In mussels fed with 75Se-microalgae, the intracellular Se distribution in both hepatopancreas and mantle was very similar to the concentration in liver and kidney of rats fed with the same mussels. It could be supposed that rats were able to dissociate larger 75Se-containing molecules at the stomach pH, so that after intestinal absorption these compounds would have similar metabolic pathways in the body. In this case, its amount was lower than in the case of exposure to by 75Se-spiked water, indicating that 75Se incorporated into mussels was not readily available to rats. This could also be appraised by its intracellular distribution in both liver and kidney, showing a different pattern mainly in the nuclear and cytosolic fractions of the liver, where the 75Se amount was lower than before. Interestingly, the relative distribution of 75Se between RBC and plasma was different in the case of exposure of rats directly to inorganic selenite compared to those of animals fed with metabolized 75Se (Table 1). A significantly higher amount of Se within 10–18 % was recovered in RBC of rats treated with the inorganic form (more than 35 % of Se in whole blood), compared to that of animals treated with metabolized 75Se. This suggested that the dissociation in the stomach of the 75Se in its metabolized form(s) might lead to bioavailable Se species, which would interact with blood components in a different way from the Se absorbed after exposure of rats to the simple inorganic selenite form.
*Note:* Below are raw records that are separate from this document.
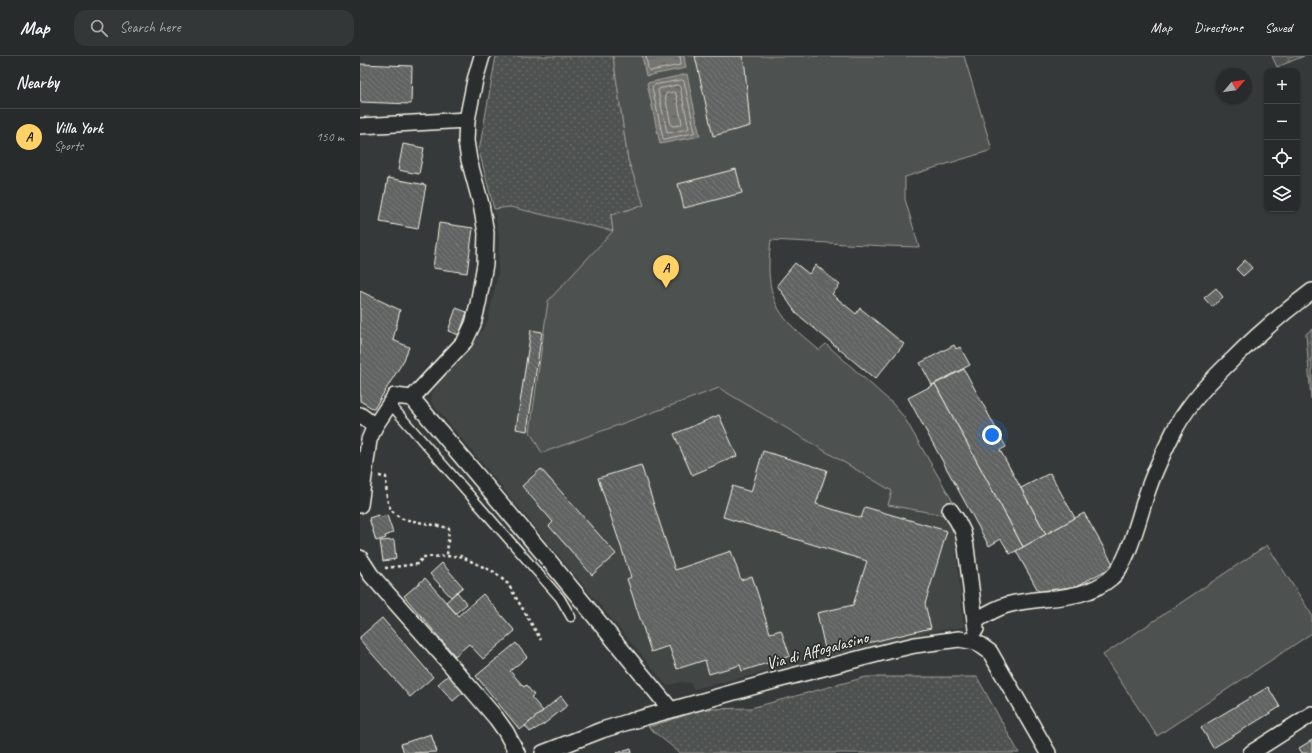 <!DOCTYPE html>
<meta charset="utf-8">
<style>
:root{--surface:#282b2b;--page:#343737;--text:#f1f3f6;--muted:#a5a7a9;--line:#444747;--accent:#ffd166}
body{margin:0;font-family:Caveat,sans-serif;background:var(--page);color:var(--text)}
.controls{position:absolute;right:12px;top:12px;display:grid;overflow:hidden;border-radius:8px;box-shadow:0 1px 3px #0004}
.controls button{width:36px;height:36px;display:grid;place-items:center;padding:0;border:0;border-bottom:1px solid var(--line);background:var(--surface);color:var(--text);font:20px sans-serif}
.compass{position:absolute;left:856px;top:12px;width:36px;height:36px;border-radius:50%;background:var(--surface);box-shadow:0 1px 3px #0004;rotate:61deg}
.you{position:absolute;left:632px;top:379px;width:14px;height:14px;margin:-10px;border:3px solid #fff;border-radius:50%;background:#1a73e8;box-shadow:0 0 0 6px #1a73e833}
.badge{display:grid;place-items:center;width:26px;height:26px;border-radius:50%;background:var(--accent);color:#111;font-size:13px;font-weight:700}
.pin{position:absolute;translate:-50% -33px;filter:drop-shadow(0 1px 2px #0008)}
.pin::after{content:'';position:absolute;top:21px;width:14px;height:12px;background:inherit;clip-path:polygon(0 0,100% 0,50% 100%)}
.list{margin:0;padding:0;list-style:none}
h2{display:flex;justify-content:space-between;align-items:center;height:52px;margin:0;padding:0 16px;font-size:17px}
h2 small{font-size:13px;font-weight:400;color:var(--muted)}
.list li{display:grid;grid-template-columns:26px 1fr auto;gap:12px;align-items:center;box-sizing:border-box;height:56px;padding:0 16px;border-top:1px solid var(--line)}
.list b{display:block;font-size:15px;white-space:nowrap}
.list p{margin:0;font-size:13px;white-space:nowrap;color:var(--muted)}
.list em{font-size:13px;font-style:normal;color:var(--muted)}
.icon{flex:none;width:22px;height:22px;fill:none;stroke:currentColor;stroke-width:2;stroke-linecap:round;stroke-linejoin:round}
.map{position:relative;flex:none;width:952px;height:697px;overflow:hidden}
header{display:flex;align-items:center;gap:24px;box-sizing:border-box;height:56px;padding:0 20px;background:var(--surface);border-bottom:1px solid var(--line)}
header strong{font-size:19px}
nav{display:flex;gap:22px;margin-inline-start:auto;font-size:14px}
.search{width:280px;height:36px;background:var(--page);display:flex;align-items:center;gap:10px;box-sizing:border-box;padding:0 14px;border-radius:12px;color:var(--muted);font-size:15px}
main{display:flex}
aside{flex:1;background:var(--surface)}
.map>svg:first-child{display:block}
.built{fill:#434645}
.grass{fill:url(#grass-dots);stroke:#a1a19c}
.forest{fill:url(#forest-firs);stroke:#a1a19c}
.pitch{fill:#4e514f;stroke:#a1a19c}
.water{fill:url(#water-ripples);stroke:#a8a7a1}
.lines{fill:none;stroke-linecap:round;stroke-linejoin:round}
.shore{stroke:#c1bfb9;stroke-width:1}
.building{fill:url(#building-back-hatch);stroke:#f4f1e8}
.lane-casing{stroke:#f4f1e8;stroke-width:11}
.street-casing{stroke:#f4f1e8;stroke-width:18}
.path{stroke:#f4f1e8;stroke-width:2.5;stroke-dasharray:3 3;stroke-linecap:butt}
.lane{stroke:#2a2d2e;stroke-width:8}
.street{stroke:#2a2d2e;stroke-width:15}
.labels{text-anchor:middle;stroke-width:3.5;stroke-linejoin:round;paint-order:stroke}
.street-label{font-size:17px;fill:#f4f1e8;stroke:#2a2d2e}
</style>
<header>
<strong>Map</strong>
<div class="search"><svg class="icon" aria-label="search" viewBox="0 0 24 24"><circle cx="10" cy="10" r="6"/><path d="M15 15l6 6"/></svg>Search here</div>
<nav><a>Map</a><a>Directions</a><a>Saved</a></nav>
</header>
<main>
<aside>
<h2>Nearby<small></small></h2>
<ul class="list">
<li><span class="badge">A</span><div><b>Villa York</b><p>Sports</p></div><em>150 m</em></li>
</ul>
</aside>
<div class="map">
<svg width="952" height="697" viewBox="0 0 952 697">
<defs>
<pattern id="grass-dots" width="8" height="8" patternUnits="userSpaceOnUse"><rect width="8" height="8" fill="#4e514f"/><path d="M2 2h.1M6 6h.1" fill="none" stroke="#686a68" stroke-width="1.8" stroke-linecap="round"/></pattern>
<pattern id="forest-firs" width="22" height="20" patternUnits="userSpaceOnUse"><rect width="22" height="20" fill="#4e514f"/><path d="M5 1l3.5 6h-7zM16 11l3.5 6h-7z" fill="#686a68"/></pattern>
<pattern id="water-ripples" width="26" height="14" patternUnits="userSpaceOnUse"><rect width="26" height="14" fill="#757572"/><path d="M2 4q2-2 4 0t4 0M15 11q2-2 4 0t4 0" fill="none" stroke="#5f5e5c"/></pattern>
<pattern id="building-back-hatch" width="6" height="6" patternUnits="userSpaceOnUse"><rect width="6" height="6" fill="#616362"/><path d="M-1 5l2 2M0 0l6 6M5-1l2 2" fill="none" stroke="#787a78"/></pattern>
</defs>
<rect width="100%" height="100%" fill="#363939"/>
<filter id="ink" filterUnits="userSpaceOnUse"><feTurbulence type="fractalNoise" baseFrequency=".025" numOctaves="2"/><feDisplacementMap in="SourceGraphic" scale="8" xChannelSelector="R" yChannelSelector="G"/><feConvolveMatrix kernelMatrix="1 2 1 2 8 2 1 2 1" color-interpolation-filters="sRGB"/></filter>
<g filter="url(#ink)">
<polygon class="built" points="150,151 253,175 188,245 182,397 359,332 532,435 528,449 584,459 594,478 604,571 575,575 334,633 330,627 321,626 307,630 71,346 72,337 77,329 113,290 128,264 138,217 139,181 134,153"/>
<g class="grass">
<polygon points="136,0 253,0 268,104 285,149 251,159 253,175 150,151 134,153 119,95"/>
<polygon points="506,621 617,621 659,697 320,697 288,671 345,653 391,652"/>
</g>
<g class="forest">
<polygon points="912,0 944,0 917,11"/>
<polygon points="952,273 952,342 951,343 946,278"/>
</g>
<g class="pitch">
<path d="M253,0H604L632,94L545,121V143L559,191L526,190L411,184C407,215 407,243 429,267C438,277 449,285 459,294L466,288L532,347L544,361L596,451L584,459L528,449L532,435L359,332L182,397L170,376L188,245L253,175L251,159L284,149L268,104Z"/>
<polygon points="907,489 952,559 952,577 797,680 743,599"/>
</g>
<g class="water">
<polygon points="282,0 324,0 326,12 286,20"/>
<polygon points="327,18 340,80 300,88 287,27"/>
</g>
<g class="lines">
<g class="shore">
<polyline points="286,0 288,13 290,15 320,9 321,7 320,0"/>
<polygon points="322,24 324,25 335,76 333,77 304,83 303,82 292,31 294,29"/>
<polygon points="318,29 320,31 329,72 328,73 308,77 307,76 298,35 299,33"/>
<polygon points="314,36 316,38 322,67 321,69 313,70 311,69 305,40 306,38"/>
</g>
</g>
<g class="building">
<polygon points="335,0 382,0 385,11 390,70 353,80"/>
<polygon points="0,8 52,10 51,48 0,46"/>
<polygon points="43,88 64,92 59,118 38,114"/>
<polygon points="376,113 382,137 324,152 318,128"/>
<polygon points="28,122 66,129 58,173 20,166"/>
<polygon points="79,167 113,172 107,217 73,212"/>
<polygon points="885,204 892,212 883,220 876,213"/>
<polygon points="435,207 449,218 456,209 480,229 472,238 496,258 500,252 544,288 515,323 436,257 417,229"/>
<polygon points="856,232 863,241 852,251 844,242"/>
<polygon points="0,235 40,254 33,284 49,291 44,304 14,353 0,345"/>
<polygon points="96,252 107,256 99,279 88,275"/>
<polygon points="171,274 182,276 167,375 156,373"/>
<polygon points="594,289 596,293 600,291 610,309 572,329 560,307"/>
<polygon points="604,313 646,391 640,394 686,478 663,491 575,328"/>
<polygon points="575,328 663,491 650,498 641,483 629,490 548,342"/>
<polygon points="359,359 377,400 332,419 314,378"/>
<polygon points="403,395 467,414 456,448 501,462 505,451 587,475 565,548 571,572 466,597 457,557 493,549 507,505 363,461 372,430 391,436"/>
<polygon points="281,409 315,514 371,495 381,524 392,520 410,577 421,574 430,600 382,615 380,609 349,618 345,604 317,613 309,590 291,596 267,523 271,521 238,422"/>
<polygon points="181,413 256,498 232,519 189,470 193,466 162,430"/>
<polygon points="690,417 715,462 686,478 661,432"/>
<polygon points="724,457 753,508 752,511 702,538 680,538 656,495"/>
<polygon points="18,459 19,462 27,459 33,477 25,480 26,482 16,485 9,462"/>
<polygon points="34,484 36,503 23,505 20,485"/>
<polygon points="82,507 103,531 91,541 70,518"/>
<polygon points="65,522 98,560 123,538 155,575 123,603 109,588 95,600 44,540"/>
<polygon points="97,536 107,548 96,557 86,546"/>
<polygon points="22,562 73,621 50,641 0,584 0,581"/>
<polygon points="156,587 167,601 150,615 164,631 166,629 174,639 171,641 183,655 160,674 116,620"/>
<polygon points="91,617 106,634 93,645 78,628"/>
<polygon points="908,631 920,651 853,692 841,671"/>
<polygon points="201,640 208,649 184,668 170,676 165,670"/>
<polygon points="71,678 77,696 44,697 41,688"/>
<polygon points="952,684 952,697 942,697 939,692"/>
<polygon points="271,692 272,697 255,697"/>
</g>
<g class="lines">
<g class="lane-casing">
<polyline id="lane" points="30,348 200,542 211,561"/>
</g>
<g class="street-casing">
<g id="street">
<polyline points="122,0 115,24 107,64 106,85 109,104 121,148 126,177 125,208 118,248 113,268 105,285 52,342 186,501 311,654"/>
<polyline points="0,70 107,64"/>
<polyline points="0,359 15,370"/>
<polyline points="0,449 9,384 15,370 35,340 52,342"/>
<polyline points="590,454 597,464 603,476 606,491 616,573"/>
<polyline points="0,502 11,519 82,599 136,662 146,676 157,697"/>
<path d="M615,565C625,559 636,552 647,549C682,539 722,547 751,522C769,508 780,456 788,434C795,413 805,393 815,373C830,346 850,325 872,304C897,279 924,256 952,235"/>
<polyline points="183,697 242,674 268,666 417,624 529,595 555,589 599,583 616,586 630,596 688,697"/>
<polyline points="891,697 952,658"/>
</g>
</g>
<g class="path">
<path d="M19,420L26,421C27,439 24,454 43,463L89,472L87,500"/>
<polyline points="25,512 58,508 63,501 100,500 134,516 148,528 181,584"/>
</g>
<use href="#lane" class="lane"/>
<use href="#street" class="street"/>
</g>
</g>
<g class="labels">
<g class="street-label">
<text transform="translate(457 594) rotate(-15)" y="6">Via di Affogalasino</text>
</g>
</g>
</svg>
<div class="controls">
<button>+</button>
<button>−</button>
<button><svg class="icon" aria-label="locate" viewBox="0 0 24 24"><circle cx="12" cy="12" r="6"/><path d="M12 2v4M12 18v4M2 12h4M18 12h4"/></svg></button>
<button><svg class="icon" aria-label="layers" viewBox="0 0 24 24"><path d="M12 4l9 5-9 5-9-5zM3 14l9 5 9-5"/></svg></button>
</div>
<svg class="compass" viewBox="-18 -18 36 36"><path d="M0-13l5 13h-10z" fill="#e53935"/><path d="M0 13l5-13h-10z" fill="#a5a7a9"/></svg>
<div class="you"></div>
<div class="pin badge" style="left:306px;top:232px">A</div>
</div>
</main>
From a quantitative point of view, the 75Se transfer up the model food chain was summarized in Fig. 5 considering the average whole content in water per unit volume and the following average uptake per unit mass (wet wt) in S. obliquus, U. mancus and R. norvegicus including all tested scenarios. The trophic transfer of Se presented its main critical step between S. obliquus–U. mancus. The 75Se partitioned from water (culture medium) to microalgae showing a bioconcentration factor of 435. Conversely, from microalgae to mussels and subsequently to rats no bioaccumulation was verified. Rats fed with mussels exposed to 75Se-spiked water presented a higher rate of 75Se accumulation compared to its uptake through the whole food chain (microalgae-mussel-rat). This study evidenced the existence of some preferential target organs in rats for Se bioaccumulation such as liver, kidney, intestine, lung and spleen (Table 1). Selenite gastro-intestinal absorption in rats has been shown to be up to 92 % (WHO 1987). Thus, when it is taken up through the diet, Se is readily bioavailable and can partition into specific target organs. However, 75Se was not subjected to bioaccumulation/biomagnification in the modelled food chain system.

Fig. 5
figure 5

Uptake of 75Se-selenite in the selected phytoplankton-mussel-rat food chain model; numbers represent the average whole amount of 75Se present in water per unit volume or uptaken by the target biological model per unit mass (wet wt)

Full size image

According to Fig. 5, it was evidenced that the bioconcentration of Se is more likely to occur than bioaccumulation. As reported by Luoma and Presser (2009), trophic transfer factors can be more variable among invertebrate species than among fishes mainly due to physiological distinctions in assimilation efficiency and variable elimination rate constants for Se. Thus, this makes the ecological risk characterization of Se in aquatic environments difficult, as may be seen in the regulatory requirements for water quality of various countries worldwide (Luoma and Presser 2009). This study has confirmed observations from previous studies (e.g., Lemly 1985; Luoma et al. 1992; Wang et al. 1996) that Se uptake in animals through bioaccumulation is slow, but faster with aquatic microalgae due to Se bioconcentration from water (Polettini et al. 2014). As suggested by Luoma and Presser (2009), the environmental impact of Se is really species-specific. High exposures of organisms in the environment are determined more by their feeding habits and the ability of potential aquatic or terrestrial species that serve as food to bioconcentrate Se, rather than bioaccumulation of the element through the food chain.